Mit verständlicher Empörung verlangte sie nun eine Phase der offenen Ehe, ihre klare Ansage: „Ich weigere mich ohne Kinder zu sterben und nur mit vier Männern (einschließlich Ehemann Scott) geschlafen zu haben. Kann ich das eine nicht haben, brauche ich das andere.“ Scott ließ sich notgedrungen darauf ein und beide machten einige Regeln aus. Danach hatten Gefühle außen vor zu bleiben, gemeinsame Bekannte waren tabu und auf jeden Fall sollten Kondome benutzt werden.
Um ihre eigene Sexualität und Begierden auszuloten, suchte Robin unter anderem Love-Guru „Mama Gena“ und einen Erotik-Meditationsworkshop auf. Das Entscheidende aber waren natürlich die unmittelbaren sexuellen Begegnungen mit insgesamt zehn Männern und zwei Frauen, die sie auch ebenso explizit wie gekonnt beschreibt. Sei es bei den einschlägigen Kursen, sei es bei der Ausübung mit den Bettpartnern in ihrem in San Francisco angemieteten Apartment lernte sie viele oft überraschende neue Seiten an sich kennen.
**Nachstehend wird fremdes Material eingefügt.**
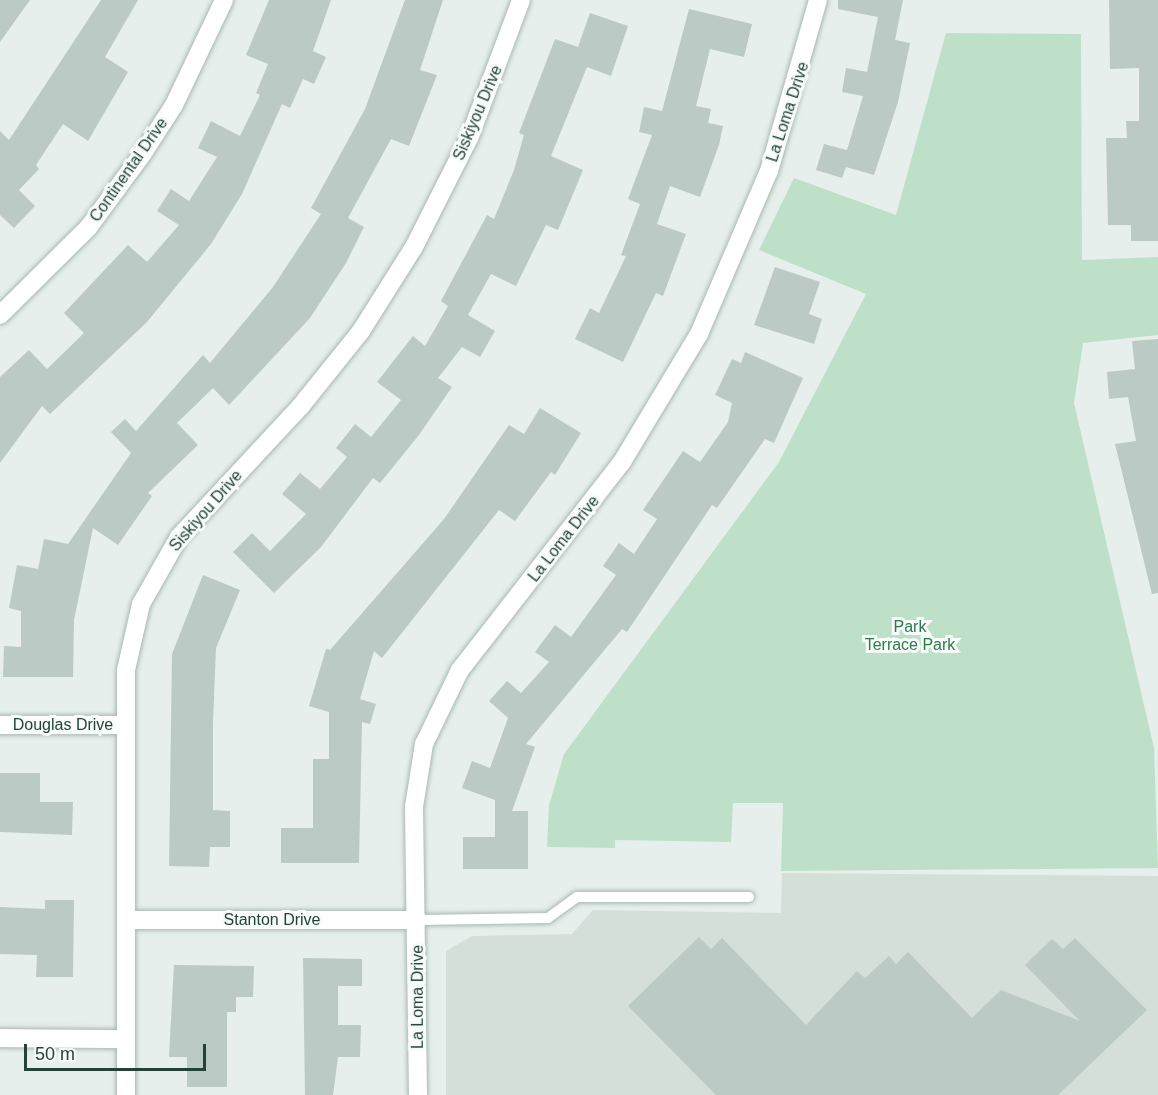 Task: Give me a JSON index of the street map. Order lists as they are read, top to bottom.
{
  "streets": {
    "street": [
      "La Loma Drive",
      "Siskiyou Drive",
      "Continental Drive",
      "Douglas Drive",
      "Stanton Drive"
    ]
  },
  "crossings": [
    ["La Loma Drive", "Stanton Drive"],
    ["Siskiyou Drive", "Douglas Drive"],
    ["Siskiyou Drive", "Stanton Drive"]
  ],
  "parks": ["Park Terrace Park"],
  "scale_bar": "50 m"
}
Die Wahl der Partner erfolgte auf gehobenem Niveau und es war eine besonders angenehme Überraschung für die für fast alle Variationen offene Liebeshungrige, dass überwiegend etwas jüngere Männer auf sie abfuhren. Lust und Leidenschaft genoss sie alsbald jedoch so sehr, dass sie die Grundregel der Kondomverwendung schon bald bewusst über den Haufen warf. Eine andere Regel aber missachteten schließlich beide Ehepartner, jeder auf seine eigene Weise.
Während sich Robin in einen der Partner intensiv verliebte, ging Scott sogar eine Dauerbeziehung mit einer jüngeren Frau ein und rechtfertigte dies mit seinem Unwillen, ständig neue Bettpartnerinnen suchen zu sollen. Doch auch so bestätigte sich nach Ablauf der einjährigen „offenen Ehe“, dass der Versuch, eine Ehe durch Sex mit Fremden retten zu wollen, wenig erfolgversprechend ist. Im Falle der Autorin hatte das Ehe-Aus nach der Auszeit aber offenbar dennoch ein Happyend.
Sie selbst lebt seit einigen Jahren mit einem der Partner zusammen und Scott war Ähnliches beschieden. Der eigentliche Clou dabei – beide Ex-Ehepartner führen eine normale monogame Beziehung und finden es gut so. Fazit: eine sicherlich für zahlreiche in Sachen Liebe und Sex Verunsicherte interessante und aufschlussreiche Lektüre, die durch den unverklemmten Exhibitionismus der Berichterstatterin auch einiges an pikanter Anregung bietet.

# Robin Rinaldi: Mein wildes Jahr. Zwei Tage Ehe, fünf Tage Sex (aus dem Amerikanischen von Ursula Wulfekamp); 348 Seiten, Klappenbroschur; C. Bertelsmann Verlag, München; € 14,99

WOLFGANG A. NIEMANN (wan/JULIUS)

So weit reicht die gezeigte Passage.